What is especially powerful about deep neural nets is that they yield a quasi-convex (or at least reasonably efficient) optimization procedure which can learn high dimensional functions. The class of models is both tractable from a learning/optimization perspective, but also highly expressive. As I wrote here in my ICML notes (see also Elad's work which relates DL to Sparse Learning):

It may turn out that the problems on which DL works well are precisely those in which the training data (and underlying generative processes) have a hierarchical structure which is sparse, level by level. Layered networks perform a kind of coarse graining (renormalization group flow): first layers filter by feature, subsequent layers by combinations of features, etc. But the whole thing can be understood as products of sparse filters, and the performance under training is described by sparse performance guarantees (ReLU = thresholded penalization?).

However, currently in genomic prediction one typically finds that nonlinear interactions are small, which means features more complicated than single SNPs are unnecessary. (In a recent post I discussed a new T1D predictor that makes use of nonlinear haplotype interaction effects, but even there the effects are not large.) Eventually I expect this situation to change -- when we have enough whole genomes to work with, a DL approach which can (automatically) identify important features (motifs?) may allow us to go beyond SNPs and simple linear models.

Note, though, that from an information theoretic perspective (see, e.g., any performance theorems in compressed sensing) it is obvious that we will need much more data than we currently have to advance this program. Also, note that Visscher et al.'s recent GCTA work suggests that additive SNP models using rare variants (i.e., extracted from whole genome data), can account for nearly all the expected heritability for height. This implies that the power of nonlinear methods like DL may not yield qualitatively better results than simpler L1 approaches, even in the limit of very large whole genome datasets.

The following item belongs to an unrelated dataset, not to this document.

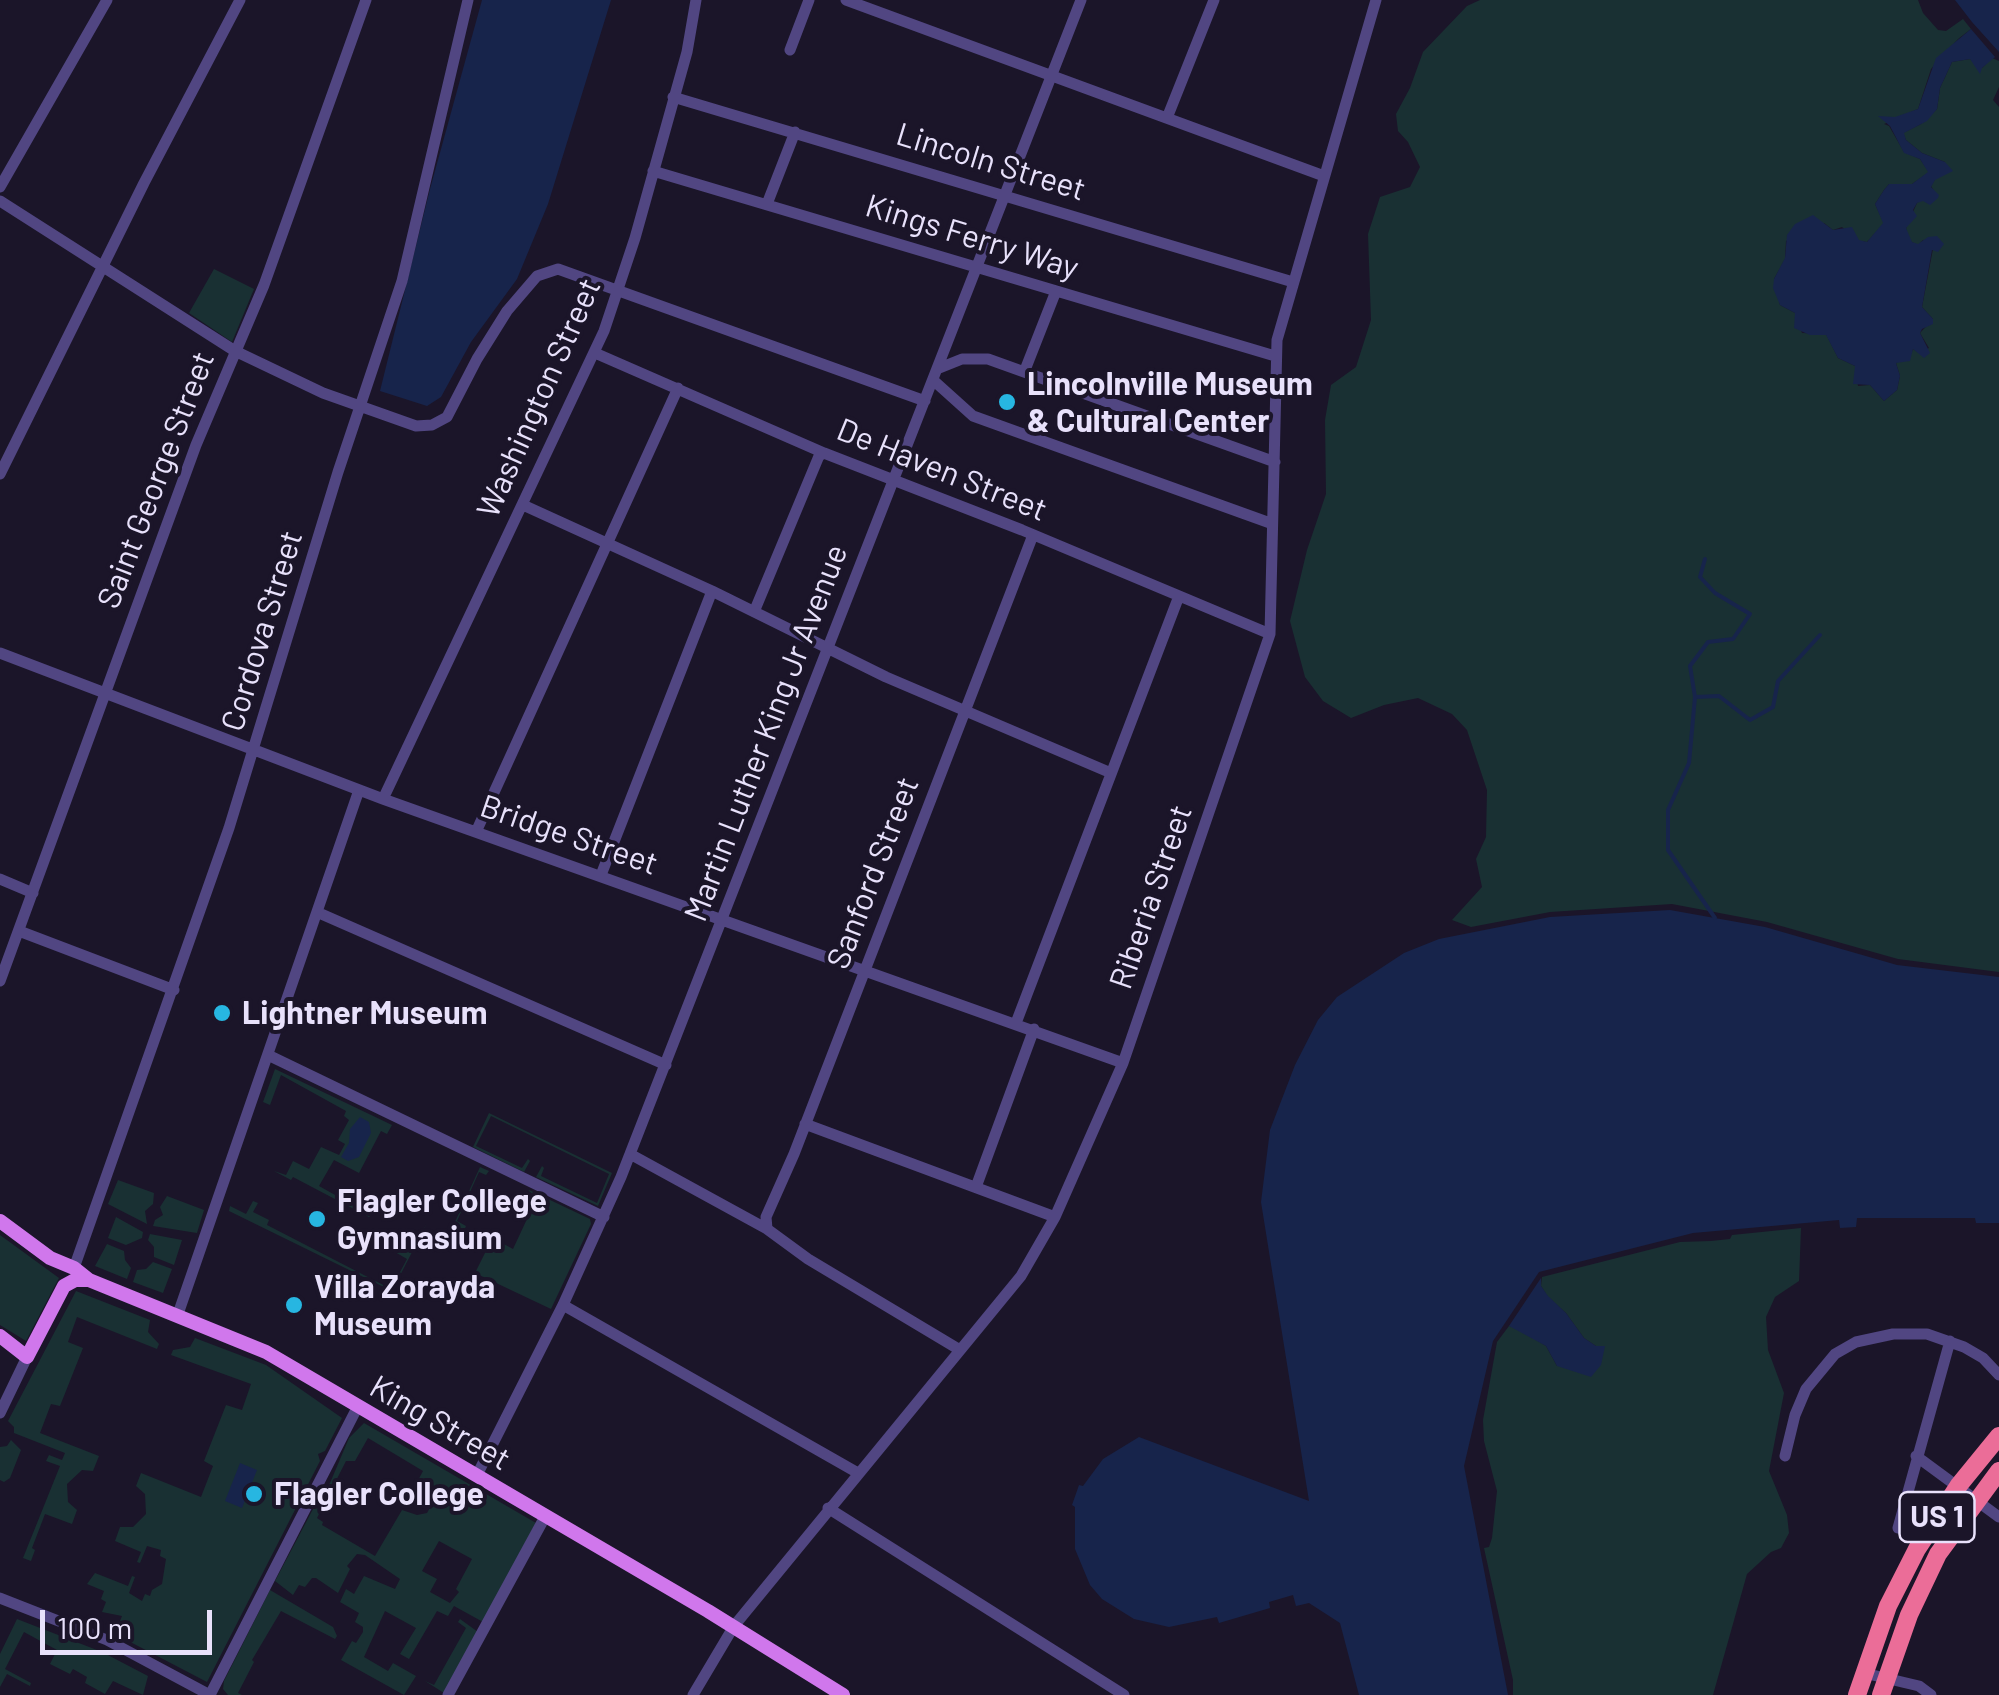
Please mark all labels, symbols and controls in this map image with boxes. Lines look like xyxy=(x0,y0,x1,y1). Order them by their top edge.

Benchmarking algorithms for genomic prediction of complex traits

Christina B. Azodi, Andrew McCarren, Mark Roantree, Gustavo de los Campos, Shin-Han Shiu

The usefulness of Genomic Prediction (GP) in crop and livestock breeding programs has led to efforts to develop new and improved GP approaches including non-linear algorithm, such as artificial neural networks (ANN) (i.e. deep learning) and gradient tree boosting. However, the performance of these algorithms has not been compared in a systematic manner using a wide range of GP datasets and models. Using data of 18 traits across six plant species with different marker densities and training population sizes, we compared the performance of six linear and five non-linear algorithms, including ANNs. First, we found that hyperparameter selection was critical for all non-linear algorithms and that feature selection prior to model training was necessary for ANNs when the markers greatly outnumbered the number of training lines. Across all species and trait combinations, no one algorithm performed best, however predictions based on a combination of results from multiple GP algorithms (i.e. ensemble predictions) performed consistently well. While linear and non-linear algorithms performed best for a similar number of traits, the performance of non-linear algorithms vary more between traits than that of linear algorithms. Although ANNs did not perform best for any trait, we identified strategies (i.e. feature selection, seeded starting weights) that boosted their performance near the level of other algorithms. These results, together with the fact that even small improvements in GP performance could accumulate into large genetic gains over the course of a breeding program, highlights the importance of algorithm selection for the prediction of trait values.